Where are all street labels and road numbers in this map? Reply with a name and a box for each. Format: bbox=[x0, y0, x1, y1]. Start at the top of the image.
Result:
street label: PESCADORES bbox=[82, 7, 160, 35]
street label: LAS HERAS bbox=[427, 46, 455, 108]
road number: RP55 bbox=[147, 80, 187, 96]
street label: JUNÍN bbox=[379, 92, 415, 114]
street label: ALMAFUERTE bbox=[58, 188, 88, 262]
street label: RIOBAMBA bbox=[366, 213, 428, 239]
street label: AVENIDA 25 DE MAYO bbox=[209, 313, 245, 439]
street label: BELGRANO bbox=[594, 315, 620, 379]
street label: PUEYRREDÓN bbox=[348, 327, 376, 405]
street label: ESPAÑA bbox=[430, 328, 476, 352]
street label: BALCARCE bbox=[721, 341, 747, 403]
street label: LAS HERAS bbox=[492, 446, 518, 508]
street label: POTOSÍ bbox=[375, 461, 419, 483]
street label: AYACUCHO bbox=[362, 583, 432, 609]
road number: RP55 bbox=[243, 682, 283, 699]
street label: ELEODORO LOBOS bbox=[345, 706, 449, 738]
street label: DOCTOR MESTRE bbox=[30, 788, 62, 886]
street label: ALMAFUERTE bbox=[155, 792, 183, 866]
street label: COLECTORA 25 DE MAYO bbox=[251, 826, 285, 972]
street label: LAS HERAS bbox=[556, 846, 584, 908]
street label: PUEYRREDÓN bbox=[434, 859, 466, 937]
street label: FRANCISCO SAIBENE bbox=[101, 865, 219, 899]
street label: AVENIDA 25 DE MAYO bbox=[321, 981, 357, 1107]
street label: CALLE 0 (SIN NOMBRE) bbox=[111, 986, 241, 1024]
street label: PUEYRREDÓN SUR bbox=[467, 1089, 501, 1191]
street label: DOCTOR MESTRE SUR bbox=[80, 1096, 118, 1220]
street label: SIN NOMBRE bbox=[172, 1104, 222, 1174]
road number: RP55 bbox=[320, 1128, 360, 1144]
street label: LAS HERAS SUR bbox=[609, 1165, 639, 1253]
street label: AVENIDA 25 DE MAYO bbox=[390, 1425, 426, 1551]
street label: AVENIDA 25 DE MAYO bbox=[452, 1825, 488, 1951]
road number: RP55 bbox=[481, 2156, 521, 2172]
---
** Aim of the task **
Every entry above should be retyped exactly as shown.

** Response **
Where are all street labels and road numbers in this map? Reply with a name and a box for each. Format: bbox=[x0, y0, x1, y1]. Start at the top of the image.
Result:
street label: PESCADORES bbox=[82, 7, 160, 35]
street label: LAS HERAS bbox=[427, 46, 455, 108]
road number: RP55 bbox=[147, 80, 187, 96]
street label: JUNÍN bbox=[379, 92, 415, 114]
street label: ALMAFUERTE bbox=[58, 188, 88, 262]
street label: RIOBAMBA bbox=[366, 213, 428, 239]
street label: AVENIDA 25 DE MAYO bbox=[209, 313, 245, 439]
street label: BELGRANO bbox=[594, 315, 620, 379]
street label: PUEYRREDÓN bbox=[348, 327, 376, 405]
street label: ESPAÑA bbox=[430, 328, 476, 352]
street label: BALCARCE bbox=[721, 341, 747, 403]
street label: LAS HERAS bbox=[492, 446, 518, 508]
street label: POTOSÍ bbox=[375, 461, 419, 483]
street label: AYACUCHO bbox=[362, 583, 432, 609]
road number: RP55 bbox=[243, 682, 283, 699]
street label: ELEODORO LOBOS bbox=[345, 706, 449, 738]
street label: DOCTOR MESTRE bbox=[30, 788, 62, 886]
street label: ALMAFUERTE bbox=[155, 792, 183, 866]
street label: COLECTORA 25 DE MAYO bbox=[251, 826, 285, 972]
street label: LAS HERAS bbox=[556, 846, 584, 908]
street label: PUEYRREDÓN bbox=[434, 859, 466, 937]
street label: FRANCISCO SAIBENE bbox=[101, 865, 219, 899]
street label: AVENIDA 25 DE MAYO bbox=[321, 981, 357, 1107]
street label: CALLE 0 (SIN NOMBRE) bbox=[111, 986, 241, 1024]
street label: PUEYRREDÓN SUR bbox=[467, 1089, 501, 1191]
street label: DOCTOR MESTRE SUR bbox=[80, 1096, 118, 1220]
street label: SIN NOMBRE bbox=[172, 1104, 222, 1174]
road number: RP55 bbox=[320, 1128, 360, 1144]
street label: LAS HERAS SUR bbox=[609, 1165, 639, 1253]
street label: AVENIDA 25 DE MAYO bbox=[390, 1425, 426, 1551]
street label: AVENIDA 25 DE MAYO bbox=[452, 1825, 488, 1951]
road number: RP55 bbox=[481, 2156, 521, 2172]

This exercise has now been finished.